La RAE define “Ayudar” como “prestar cooperación” y también como “auxiliar, socorrer”. Cooperar, en lugar de centrarnos en competir, es la mejor manera de progresar y enfrentar retos que requieren de la colaboración de muchos y diferentes actores y países. Auxiliar al que sufre es el mejor reflejo del ser humano, distinto del ser bestia. La Ayuda refuerza el sentido de solidaridad entre pueblos y ha sostenido luchas cruciales por la justicia social. La Ayuda, a su vez, se sustenta en los valores éticos más profundos de la humanidad, en aquello que nos hace personas que cuidamos, sentimos y actuamos por otros. Sin distinguir ni discriminar. Cerca o lejos.
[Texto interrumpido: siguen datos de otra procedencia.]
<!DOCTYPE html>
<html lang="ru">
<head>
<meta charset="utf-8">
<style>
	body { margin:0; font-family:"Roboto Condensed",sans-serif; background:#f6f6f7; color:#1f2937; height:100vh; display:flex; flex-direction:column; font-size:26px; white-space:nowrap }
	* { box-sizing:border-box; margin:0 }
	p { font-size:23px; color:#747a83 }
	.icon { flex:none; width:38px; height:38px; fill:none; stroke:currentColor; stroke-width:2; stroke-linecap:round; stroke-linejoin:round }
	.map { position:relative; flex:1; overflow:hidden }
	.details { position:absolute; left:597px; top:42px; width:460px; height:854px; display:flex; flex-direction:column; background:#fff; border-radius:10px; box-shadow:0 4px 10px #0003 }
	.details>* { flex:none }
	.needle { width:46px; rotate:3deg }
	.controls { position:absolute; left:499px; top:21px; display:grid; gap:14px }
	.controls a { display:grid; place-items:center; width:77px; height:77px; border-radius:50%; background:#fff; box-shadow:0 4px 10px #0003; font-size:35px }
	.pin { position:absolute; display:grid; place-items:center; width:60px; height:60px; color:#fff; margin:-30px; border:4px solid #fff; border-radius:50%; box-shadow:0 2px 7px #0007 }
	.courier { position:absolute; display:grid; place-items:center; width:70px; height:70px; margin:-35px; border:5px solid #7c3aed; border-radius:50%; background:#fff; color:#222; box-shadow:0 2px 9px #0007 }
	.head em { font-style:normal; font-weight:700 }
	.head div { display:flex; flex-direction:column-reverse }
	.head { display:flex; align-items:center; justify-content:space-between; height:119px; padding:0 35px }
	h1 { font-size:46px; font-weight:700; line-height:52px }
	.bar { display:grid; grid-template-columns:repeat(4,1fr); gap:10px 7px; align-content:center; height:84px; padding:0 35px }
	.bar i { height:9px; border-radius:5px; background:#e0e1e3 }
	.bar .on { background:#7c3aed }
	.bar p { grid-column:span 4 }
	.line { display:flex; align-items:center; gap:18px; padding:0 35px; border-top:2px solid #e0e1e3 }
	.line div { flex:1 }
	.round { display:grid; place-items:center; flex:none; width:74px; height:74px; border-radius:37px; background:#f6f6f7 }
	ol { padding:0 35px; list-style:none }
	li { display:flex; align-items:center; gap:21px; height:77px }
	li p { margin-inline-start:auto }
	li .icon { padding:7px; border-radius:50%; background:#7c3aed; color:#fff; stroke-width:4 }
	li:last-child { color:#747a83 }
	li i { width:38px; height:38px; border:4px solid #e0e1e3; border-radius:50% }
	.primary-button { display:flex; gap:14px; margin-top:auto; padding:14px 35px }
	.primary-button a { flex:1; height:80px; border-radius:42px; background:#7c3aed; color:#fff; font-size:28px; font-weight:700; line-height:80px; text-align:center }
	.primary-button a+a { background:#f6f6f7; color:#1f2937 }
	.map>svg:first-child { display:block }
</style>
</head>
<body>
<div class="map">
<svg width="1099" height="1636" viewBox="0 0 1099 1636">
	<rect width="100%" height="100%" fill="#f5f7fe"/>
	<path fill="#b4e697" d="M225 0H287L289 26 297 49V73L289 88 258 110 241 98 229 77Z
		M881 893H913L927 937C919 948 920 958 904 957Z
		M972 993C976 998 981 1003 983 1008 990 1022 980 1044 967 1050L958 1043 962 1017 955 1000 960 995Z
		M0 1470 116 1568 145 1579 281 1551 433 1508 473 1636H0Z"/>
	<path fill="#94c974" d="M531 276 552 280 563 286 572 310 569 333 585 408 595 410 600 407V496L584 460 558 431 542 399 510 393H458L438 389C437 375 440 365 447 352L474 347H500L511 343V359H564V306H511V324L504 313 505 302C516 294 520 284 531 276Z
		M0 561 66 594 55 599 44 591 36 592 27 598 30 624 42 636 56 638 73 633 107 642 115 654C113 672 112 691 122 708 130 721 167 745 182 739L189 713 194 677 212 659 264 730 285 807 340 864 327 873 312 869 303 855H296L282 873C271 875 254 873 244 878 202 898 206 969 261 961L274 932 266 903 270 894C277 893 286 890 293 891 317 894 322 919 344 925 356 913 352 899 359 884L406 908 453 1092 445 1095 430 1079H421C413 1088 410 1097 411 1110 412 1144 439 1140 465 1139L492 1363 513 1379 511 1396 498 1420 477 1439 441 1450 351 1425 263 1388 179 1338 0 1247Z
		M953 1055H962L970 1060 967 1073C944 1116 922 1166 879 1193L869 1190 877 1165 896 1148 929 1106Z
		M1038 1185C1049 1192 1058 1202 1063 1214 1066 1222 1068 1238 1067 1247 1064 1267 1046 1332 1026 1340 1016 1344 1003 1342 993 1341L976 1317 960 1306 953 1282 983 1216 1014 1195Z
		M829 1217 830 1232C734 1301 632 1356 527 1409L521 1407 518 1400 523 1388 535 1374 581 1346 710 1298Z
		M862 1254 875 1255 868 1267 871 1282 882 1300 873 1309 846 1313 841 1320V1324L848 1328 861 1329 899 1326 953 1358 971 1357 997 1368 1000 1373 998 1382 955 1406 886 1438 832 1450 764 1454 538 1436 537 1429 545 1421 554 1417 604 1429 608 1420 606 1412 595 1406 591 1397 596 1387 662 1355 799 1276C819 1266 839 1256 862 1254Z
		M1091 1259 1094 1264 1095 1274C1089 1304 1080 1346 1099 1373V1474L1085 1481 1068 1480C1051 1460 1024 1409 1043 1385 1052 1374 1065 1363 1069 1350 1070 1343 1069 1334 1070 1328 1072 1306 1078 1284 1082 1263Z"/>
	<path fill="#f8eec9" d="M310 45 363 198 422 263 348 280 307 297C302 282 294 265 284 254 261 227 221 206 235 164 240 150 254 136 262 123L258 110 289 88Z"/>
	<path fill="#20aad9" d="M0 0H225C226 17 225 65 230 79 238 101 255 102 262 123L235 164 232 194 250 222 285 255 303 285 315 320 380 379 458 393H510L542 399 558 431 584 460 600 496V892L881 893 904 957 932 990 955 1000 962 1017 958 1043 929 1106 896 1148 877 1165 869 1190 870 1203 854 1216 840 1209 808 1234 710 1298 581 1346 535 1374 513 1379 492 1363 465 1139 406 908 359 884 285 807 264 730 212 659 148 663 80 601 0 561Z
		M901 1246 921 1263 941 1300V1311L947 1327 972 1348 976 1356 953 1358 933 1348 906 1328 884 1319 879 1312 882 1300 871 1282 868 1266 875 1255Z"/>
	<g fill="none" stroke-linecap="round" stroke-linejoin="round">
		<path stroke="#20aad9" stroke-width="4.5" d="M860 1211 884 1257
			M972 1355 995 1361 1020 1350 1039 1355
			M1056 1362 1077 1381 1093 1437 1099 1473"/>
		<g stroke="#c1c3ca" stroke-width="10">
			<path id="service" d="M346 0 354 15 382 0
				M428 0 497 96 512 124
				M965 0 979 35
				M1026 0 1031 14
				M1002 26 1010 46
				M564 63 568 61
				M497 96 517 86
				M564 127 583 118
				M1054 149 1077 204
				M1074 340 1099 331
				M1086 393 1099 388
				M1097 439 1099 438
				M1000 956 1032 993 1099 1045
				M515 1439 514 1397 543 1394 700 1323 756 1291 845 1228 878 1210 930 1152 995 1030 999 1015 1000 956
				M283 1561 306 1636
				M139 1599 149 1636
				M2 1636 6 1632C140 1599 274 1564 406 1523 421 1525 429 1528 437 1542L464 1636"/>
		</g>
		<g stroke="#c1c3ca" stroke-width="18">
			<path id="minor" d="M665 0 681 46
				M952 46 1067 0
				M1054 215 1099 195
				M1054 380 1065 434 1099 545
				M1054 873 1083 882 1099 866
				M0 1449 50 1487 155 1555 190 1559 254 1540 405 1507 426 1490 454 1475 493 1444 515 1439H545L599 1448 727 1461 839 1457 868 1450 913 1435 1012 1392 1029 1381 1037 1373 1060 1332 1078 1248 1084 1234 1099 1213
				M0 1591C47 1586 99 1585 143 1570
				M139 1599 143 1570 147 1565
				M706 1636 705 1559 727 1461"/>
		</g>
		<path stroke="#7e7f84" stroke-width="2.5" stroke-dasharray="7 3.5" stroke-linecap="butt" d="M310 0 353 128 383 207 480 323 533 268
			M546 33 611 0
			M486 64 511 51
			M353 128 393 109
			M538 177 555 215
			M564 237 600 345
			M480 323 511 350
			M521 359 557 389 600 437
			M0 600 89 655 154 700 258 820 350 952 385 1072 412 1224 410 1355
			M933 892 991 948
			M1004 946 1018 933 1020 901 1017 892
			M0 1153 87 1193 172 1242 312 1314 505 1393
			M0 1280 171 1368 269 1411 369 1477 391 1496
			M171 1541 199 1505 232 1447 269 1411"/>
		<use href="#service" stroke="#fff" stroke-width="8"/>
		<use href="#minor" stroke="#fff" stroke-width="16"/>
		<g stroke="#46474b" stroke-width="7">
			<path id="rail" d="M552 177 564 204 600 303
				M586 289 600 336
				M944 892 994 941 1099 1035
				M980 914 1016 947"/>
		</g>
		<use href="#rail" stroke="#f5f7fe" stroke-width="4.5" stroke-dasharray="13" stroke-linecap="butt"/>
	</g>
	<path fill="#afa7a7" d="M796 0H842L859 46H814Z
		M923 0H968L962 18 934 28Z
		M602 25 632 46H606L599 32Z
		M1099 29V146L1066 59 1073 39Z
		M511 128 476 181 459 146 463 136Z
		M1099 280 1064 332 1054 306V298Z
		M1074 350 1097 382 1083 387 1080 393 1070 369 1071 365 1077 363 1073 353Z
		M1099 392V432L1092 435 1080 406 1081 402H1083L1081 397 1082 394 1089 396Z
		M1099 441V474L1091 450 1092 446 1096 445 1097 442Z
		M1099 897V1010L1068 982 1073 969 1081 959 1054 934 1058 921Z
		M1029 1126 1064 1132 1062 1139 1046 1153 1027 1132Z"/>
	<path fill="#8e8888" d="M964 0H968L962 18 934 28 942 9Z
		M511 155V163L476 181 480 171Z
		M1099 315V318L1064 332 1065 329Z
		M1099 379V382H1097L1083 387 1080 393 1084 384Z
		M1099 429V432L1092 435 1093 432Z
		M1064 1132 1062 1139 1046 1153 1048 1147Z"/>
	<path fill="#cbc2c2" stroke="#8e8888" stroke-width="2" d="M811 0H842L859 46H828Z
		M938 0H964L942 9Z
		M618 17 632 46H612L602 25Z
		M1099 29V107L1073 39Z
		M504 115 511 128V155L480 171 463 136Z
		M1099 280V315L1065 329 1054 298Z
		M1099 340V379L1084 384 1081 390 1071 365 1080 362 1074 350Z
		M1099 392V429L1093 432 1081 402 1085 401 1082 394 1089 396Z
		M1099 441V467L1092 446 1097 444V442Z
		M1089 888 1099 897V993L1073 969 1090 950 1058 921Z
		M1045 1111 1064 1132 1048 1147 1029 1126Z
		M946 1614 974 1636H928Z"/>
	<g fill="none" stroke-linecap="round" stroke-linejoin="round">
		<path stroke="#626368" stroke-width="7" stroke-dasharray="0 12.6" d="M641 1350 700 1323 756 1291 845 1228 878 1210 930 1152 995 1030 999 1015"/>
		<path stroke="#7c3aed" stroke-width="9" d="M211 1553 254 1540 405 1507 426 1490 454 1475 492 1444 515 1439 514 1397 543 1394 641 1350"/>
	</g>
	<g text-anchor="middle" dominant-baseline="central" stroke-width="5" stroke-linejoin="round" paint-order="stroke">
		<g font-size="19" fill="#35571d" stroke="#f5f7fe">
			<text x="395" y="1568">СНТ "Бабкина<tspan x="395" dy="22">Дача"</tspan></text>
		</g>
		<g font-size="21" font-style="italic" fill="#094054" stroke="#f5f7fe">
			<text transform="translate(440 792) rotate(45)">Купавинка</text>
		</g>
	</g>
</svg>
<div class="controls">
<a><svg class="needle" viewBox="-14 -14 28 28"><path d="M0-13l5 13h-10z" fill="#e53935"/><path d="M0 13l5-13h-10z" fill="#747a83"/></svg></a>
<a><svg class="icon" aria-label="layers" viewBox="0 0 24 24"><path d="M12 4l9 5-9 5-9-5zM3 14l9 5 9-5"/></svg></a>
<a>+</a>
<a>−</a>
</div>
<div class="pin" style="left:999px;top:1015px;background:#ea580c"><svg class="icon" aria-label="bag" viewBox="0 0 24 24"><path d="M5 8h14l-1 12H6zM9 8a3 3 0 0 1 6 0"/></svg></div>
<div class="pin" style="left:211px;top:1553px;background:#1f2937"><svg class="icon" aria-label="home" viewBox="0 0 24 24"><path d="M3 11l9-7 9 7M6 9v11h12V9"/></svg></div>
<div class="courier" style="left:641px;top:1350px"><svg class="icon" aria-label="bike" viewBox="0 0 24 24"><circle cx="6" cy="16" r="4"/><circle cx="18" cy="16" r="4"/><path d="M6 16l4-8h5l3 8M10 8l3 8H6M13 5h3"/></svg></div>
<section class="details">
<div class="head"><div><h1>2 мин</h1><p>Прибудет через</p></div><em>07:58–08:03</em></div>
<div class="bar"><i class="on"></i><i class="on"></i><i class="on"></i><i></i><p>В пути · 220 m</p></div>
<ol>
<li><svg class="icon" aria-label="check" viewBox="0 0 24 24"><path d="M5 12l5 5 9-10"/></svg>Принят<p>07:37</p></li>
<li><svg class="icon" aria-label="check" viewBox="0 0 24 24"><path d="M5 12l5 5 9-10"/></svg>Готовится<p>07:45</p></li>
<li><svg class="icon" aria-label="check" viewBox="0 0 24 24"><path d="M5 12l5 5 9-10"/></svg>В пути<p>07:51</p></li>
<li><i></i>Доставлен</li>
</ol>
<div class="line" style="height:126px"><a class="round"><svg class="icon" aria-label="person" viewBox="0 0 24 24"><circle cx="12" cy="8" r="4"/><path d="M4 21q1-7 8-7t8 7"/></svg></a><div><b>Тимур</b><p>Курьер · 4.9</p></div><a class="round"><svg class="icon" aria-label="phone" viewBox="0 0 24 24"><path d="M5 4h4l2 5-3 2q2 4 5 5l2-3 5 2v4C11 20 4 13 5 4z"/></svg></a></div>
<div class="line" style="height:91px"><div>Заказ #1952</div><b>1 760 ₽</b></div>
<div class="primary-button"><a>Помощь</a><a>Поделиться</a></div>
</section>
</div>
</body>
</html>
Solo por el hecho de estar frente a seres humanos que sufren.
Hay que proteger la Ayuda internacional. Por muchas razones. También por ser fuente de esperanza en el futuro. Un bien escaso e indispensable.
Varios gobiernos han recortado o incluso cancelado sus fondos de Ayuda Oficial al Desarrollo (AOD) en los últimos meses. Hace unas semanas el nuevo gobierno de Estados Unidos despidió a la mayor parte del personal de su agencia de ayuda, USAID, y suspendió los recursos asignados a proyectos y respuestas humanitarias. Su presupuesto en 2024 fue de 40.000 millones de dólares. Poco después, el Reino Unido anunció un incremento de su gasto militar en un 0,2% de su PIB a costa del mismo porcentaje de su AOD. Antes fueron otros países europeos y la propia UE los que anunciaron recortes progresivos, aunque no con la severidad ni brusquedad del caso norteamericano.